Zing Forum

Reading

ROSE Framework: A New Paradigm for Image Segmentation Enabling Real-Time Knowledge Retrieval in Multimodal Large Models

To address the problem that multimodal large language models (MLLMs) cannot recognize emerging entities in image segmentation tasks, researchers propose the ROSE framework, which injects real-time web knowledge into models via retrieval-augmented generation (RAG) technology, achieving a 19.2 gIoU performance improvement on the NEST benchmark.

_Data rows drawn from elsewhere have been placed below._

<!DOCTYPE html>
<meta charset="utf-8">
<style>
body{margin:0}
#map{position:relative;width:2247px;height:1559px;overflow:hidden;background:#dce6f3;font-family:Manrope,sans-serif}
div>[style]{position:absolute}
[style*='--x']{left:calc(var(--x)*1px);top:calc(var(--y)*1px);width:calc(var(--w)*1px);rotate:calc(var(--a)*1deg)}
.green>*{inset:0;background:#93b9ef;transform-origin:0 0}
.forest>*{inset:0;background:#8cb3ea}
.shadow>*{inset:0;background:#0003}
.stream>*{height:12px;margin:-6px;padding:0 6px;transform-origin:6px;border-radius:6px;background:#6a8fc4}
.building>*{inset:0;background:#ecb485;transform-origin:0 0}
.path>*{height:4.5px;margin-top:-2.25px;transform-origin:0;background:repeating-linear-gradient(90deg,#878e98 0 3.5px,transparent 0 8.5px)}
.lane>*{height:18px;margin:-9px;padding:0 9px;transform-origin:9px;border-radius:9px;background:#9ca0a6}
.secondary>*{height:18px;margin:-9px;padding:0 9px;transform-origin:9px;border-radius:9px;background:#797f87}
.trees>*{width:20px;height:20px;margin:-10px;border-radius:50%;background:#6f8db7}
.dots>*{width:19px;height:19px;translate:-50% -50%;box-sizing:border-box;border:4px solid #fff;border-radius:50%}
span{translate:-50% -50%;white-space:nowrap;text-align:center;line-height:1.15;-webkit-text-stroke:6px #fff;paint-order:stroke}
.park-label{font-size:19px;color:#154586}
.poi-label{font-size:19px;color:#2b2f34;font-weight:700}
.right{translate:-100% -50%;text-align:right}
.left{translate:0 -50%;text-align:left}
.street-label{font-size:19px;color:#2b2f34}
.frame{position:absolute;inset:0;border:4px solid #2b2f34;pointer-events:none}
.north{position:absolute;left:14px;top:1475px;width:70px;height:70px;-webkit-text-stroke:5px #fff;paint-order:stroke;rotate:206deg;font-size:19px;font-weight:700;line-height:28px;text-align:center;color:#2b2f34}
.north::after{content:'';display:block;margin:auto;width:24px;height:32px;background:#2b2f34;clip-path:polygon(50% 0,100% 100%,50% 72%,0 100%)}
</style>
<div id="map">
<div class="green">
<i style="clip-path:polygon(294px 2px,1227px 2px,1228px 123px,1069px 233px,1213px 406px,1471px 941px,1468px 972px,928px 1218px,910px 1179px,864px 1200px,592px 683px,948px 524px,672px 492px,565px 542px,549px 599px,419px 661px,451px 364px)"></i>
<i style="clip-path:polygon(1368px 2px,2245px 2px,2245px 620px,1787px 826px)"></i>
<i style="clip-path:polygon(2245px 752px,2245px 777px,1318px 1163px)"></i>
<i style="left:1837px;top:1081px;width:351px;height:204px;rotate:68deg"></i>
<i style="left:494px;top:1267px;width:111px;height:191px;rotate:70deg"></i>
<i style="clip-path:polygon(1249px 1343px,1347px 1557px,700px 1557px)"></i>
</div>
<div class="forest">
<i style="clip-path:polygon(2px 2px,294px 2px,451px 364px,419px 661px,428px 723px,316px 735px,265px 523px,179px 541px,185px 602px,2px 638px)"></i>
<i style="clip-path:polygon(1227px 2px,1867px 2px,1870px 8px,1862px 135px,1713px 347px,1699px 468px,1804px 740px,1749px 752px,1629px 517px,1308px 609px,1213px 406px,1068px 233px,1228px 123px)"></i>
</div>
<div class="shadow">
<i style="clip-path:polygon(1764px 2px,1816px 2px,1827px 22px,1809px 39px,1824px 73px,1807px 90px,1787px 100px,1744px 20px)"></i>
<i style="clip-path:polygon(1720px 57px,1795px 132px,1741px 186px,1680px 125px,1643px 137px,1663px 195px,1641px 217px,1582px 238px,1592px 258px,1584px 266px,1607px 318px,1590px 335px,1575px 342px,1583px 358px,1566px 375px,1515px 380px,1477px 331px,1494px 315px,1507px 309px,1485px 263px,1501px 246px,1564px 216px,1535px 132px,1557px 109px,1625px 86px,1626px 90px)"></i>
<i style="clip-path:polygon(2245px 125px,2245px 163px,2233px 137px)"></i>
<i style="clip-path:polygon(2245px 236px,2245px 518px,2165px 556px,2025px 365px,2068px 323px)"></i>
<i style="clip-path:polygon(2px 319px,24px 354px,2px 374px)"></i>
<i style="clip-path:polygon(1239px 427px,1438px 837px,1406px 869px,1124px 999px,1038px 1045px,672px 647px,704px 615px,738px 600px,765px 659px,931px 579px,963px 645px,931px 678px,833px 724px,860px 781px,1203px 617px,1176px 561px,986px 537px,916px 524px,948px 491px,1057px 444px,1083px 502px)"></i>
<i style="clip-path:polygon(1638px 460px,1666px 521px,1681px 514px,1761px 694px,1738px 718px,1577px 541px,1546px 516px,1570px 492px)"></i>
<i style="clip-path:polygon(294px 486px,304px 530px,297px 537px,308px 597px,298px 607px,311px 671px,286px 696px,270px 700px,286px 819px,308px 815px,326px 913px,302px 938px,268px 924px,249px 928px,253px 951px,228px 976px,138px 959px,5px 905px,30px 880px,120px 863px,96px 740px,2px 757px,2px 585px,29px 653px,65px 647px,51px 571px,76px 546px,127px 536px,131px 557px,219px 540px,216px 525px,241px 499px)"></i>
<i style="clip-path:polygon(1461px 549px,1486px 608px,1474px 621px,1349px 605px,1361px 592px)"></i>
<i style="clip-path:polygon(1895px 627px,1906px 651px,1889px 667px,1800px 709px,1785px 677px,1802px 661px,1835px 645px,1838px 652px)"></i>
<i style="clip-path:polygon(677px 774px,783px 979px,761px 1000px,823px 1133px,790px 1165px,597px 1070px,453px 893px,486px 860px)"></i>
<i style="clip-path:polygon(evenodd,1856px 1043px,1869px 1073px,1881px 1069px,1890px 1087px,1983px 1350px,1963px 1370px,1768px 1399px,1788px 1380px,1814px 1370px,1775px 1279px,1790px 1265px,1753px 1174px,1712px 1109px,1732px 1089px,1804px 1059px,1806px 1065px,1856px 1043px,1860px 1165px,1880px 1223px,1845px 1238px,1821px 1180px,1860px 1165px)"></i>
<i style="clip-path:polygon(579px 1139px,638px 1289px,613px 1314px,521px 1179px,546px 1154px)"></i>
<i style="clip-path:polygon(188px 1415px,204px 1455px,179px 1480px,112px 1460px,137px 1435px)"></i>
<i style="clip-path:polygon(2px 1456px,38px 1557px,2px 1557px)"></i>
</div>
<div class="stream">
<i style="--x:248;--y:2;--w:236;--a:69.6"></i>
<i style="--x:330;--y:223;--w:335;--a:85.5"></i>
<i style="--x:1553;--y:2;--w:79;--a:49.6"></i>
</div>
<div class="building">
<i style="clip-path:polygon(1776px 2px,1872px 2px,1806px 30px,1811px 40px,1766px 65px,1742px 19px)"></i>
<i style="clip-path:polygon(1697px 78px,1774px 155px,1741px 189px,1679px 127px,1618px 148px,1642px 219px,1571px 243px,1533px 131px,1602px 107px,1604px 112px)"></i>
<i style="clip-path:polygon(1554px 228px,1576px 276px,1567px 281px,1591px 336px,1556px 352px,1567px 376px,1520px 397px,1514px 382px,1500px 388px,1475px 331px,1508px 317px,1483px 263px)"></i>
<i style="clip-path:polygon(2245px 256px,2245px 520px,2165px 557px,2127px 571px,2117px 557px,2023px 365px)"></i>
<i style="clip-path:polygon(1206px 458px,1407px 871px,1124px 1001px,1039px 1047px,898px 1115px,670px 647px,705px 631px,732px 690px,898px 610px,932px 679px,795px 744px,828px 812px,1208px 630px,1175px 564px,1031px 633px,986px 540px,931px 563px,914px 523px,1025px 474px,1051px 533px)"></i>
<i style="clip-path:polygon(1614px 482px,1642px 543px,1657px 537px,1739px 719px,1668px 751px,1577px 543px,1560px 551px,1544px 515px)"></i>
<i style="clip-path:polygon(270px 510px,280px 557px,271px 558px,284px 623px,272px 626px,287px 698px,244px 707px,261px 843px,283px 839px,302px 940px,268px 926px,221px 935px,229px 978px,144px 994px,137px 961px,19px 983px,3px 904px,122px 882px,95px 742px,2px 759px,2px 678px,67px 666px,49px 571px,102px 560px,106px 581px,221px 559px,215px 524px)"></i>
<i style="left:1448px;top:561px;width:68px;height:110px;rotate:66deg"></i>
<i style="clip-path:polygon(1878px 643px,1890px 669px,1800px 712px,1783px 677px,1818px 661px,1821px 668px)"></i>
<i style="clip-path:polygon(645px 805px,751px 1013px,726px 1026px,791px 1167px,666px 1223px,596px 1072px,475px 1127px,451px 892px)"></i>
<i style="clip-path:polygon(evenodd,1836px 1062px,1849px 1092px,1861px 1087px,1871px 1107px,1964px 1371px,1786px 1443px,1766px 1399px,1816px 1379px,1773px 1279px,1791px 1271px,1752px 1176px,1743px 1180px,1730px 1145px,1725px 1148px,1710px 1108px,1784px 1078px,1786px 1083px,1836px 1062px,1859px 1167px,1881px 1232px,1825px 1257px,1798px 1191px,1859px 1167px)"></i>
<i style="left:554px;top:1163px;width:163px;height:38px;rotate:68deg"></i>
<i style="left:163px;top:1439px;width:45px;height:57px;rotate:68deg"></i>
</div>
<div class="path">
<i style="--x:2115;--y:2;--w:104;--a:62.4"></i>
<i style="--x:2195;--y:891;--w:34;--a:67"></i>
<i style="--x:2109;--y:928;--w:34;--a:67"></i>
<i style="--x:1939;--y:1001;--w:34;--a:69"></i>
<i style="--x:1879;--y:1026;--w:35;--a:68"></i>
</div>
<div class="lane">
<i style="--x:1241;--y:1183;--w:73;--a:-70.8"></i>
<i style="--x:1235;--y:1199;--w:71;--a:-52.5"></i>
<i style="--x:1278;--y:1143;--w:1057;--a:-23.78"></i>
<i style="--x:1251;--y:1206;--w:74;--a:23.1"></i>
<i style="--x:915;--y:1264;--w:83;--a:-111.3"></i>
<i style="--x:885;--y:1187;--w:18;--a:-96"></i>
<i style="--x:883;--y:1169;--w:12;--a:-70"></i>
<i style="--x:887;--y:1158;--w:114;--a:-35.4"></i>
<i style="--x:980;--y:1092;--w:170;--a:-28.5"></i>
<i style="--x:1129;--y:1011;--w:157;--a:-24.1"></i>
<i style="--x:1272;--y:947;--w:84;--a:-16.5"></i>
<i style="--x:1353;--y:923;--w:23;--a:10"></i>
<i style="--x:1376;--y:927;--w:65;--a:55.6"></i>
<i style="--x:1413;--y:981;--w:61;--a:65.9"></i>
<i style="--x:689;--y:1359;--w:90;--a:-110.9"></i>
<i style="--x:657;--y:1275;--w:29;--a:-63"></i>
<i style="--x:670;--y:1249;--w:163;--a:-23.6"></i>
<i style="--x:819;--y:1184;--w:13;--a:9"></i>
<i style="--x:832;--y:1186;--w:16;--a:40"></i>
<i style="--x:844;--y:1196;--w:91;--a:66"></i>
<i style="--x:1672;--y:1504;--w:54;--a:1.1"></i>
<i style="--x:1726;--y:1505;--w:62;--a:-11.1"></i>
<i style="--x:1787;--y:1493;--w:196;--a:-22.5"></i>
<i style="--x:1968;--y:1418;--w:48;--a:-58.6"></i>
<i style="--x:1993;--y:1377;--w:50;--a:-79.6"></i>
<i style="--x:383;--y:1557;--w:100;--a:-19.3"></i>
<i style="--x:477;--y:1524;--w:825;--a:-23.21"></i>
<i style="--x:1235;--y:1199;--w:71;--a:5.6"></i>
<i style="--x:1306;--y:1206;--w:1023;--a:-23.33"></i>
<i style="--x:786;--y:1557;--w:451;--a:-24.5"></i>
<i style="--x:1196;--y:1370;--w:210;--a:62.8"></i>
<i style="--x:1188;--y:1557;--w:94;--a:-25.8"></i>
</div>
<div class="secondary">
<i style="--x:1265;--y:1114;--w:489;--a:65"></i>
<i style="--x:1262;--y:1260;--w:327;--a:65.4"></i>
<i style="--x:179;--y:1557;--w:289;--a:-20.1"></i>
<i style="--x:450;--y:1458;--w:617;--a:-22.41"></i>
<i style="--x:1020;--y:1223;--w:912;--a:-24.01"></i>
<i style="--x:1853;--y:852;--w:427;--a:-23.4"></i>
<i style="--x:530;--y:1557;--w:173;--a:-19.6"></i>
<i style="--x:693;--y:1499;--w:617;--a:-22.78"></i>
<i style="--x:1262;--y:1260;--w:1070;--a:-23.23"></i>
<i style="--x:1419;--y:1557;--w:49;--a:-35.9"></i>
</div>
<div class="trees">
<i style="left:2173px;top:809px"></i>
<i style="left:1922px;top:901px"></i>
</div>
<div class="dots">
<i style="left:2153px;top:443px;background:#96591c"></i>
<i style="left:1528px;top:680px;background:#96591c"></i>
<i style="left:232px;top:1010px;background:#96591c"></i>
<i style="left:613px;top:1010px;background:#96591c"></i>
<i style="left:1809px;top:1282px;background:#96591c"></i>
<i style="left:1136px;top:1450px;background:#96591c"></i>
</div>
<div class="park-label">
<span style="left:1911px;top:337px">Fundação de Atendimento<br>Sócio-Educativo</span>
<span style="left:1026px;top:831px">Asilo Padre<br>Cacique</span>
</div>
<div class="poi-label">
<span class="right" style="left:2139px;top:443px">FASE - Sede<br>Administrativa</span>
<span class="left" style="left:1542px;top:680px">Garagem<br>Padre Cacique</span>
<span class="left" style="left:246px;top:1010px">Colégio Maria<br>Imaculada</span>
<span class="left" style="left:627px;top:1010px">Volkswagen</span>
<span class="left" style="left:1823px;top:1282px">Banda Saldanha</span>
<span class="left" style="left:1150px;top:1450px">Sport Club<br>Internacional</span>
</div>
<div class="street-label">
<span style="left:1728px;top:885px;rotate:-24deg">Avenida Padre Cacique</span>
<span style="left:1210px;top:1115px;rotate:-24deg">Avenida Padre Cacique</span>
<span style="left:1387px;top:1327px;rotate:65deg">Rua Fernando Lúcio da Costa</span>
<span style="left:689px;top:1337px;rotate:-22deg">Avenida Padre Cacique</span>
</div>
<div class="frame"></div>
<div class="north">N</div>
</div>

多模态大模型图像分割检索增强生成RAG新兴实体识别MLLM计算机视觉实时知识更新
Published 2026-04-16 01:59Recent activity 2026-04-16 11:19Estimated read 6 min
ROSE Framework: A New Paradigm for Image Segmentation Enabling Real-Time Knowledge Retrieval in Multimodal Large Models
1

Section 01

【Introduction】ROSE Framework: A New Paradigm for Image Segmentation Enabling Real-Time Knowledge Retrieval in Multimodal Large Models

To address the issue that multimodal large language models (MLLMs) cannot recognize emerging entities in image segmentation tasks, researchers propose the ROSE (Retrieval-Oriented Segmentation Enhancement) framework, which injects real-time web knowledge using retrieval-augmented generation technology. This framework achieves a 19.2 gIoU performance improvement on the Novel Emerging Segmentation Task (NEST) benchmark, providing a new paradigm for solving the limitations of static knowledge bases and enabling dynamic knowledge acquisition.

2

Section 02

Background and Challenges: The Difficulty of Recognizing Emerging Entities in MLLMs' Image Segmentation

Multimodal large language models have made significant progress in the field of image understanding, but they face a fundamental challenge in image segmentation tasks: recognizing and processing emerging entities. Traditional models (e.g., LISA) cannot recognize new concepts that appear after training or obtain the latest background information due to fixed training data. In real-world applications, when users request segmentation of "the latest iPhone" or "a newly announced tech product", models often fail to perform.

3

Section 03

NEST Task: A New Benchmark for Systematic Research on Emerging Entity Segmentation

To study this problem, researchers propose the Novel Emerging Segmentation Task (NEST), which divides the challenges into two categories: 1. Novel entities (new concepts that have never appeared in training data); 2. Emerging entities (existing related knowledge but requiring the latest external information). The team also built an automated data generation pipeline to extract real scenarios from news and establish a comprehensive NEST benchmark dataset.

4

Section 04

Core Architecture of ROSE Framework: Four Key Components for Plug-and-Play Enhancement

The ROSE framework consists of four key components:

  1. Web Retrieval-Augmented Generation Module: Receives multimodal input (image + text), retrieves web information in real time, and is optimized for visual-language tasks.
  2. Text Prompt Enhancer: Converts retrieved information into background knowledge prompts, e.g., injecting release date, specifications, appearance, etc., when querying "the latest foldable phone".
  3. Visual Prompt Enhancer: Retrieves relevant images for novel entities to build a visual example library, making up for the limitations of training data.
  4. WebSense Intelligent Scheduling Module: Analyzes input to determine whether to trigger retrieval, reducing unnecessary calls by 40% and balancing performance and efficiency.
5

Section 05

Technical Highlights: Deep Integration of RAG and Multimodal Segmentation

The innovation of ROSE lies in the deep integration of retrieval-augmented generation (RAG) and multimodal segmentation, breaking through the limitation that traditional RAG only serves text generation and extending it to pixel-level prediction tasks. The framework adopts a plug-and-play design, which can enhance any MLLM-based segmentation model without modifying the underlying architecture or retraining, lowering the threshold for implementation.

6

Section 06

Experimental Results: Significant Performance Improvement on NEST Benchmark

In the NEST benchmark test, ROSE performed excellently:

  • Compared with the strong retrieval baseline of Gemini-2.0 Flash, the gIoU metric improved by 19.2 points;
  • The synergy between text and visual prompts improved the segmentation accuracy of emerging entities;
  • The WebSense module reduced unnecessary retrieval calls by about 40%, balancing performance and efficiency.
7

Section 07

Application Prospects and Significance: The Shift from Static to Dynamic Knowledge Acquisition

The ROSE framework has broad application prospects:

  • Recognizing newly listed products in e-commerce scenarios;
  • Segmenting the main body of emerging events in news image analysis;
  • Tracking new trends in social media monitoring;
  • Identifying new traffic signs or vehicle types in autonomous driving. This work marks an important shift of multimodal AI from "static knowledge base" to "dynamic knowledge acquisition", laying the foundation for continuously learning visual systems.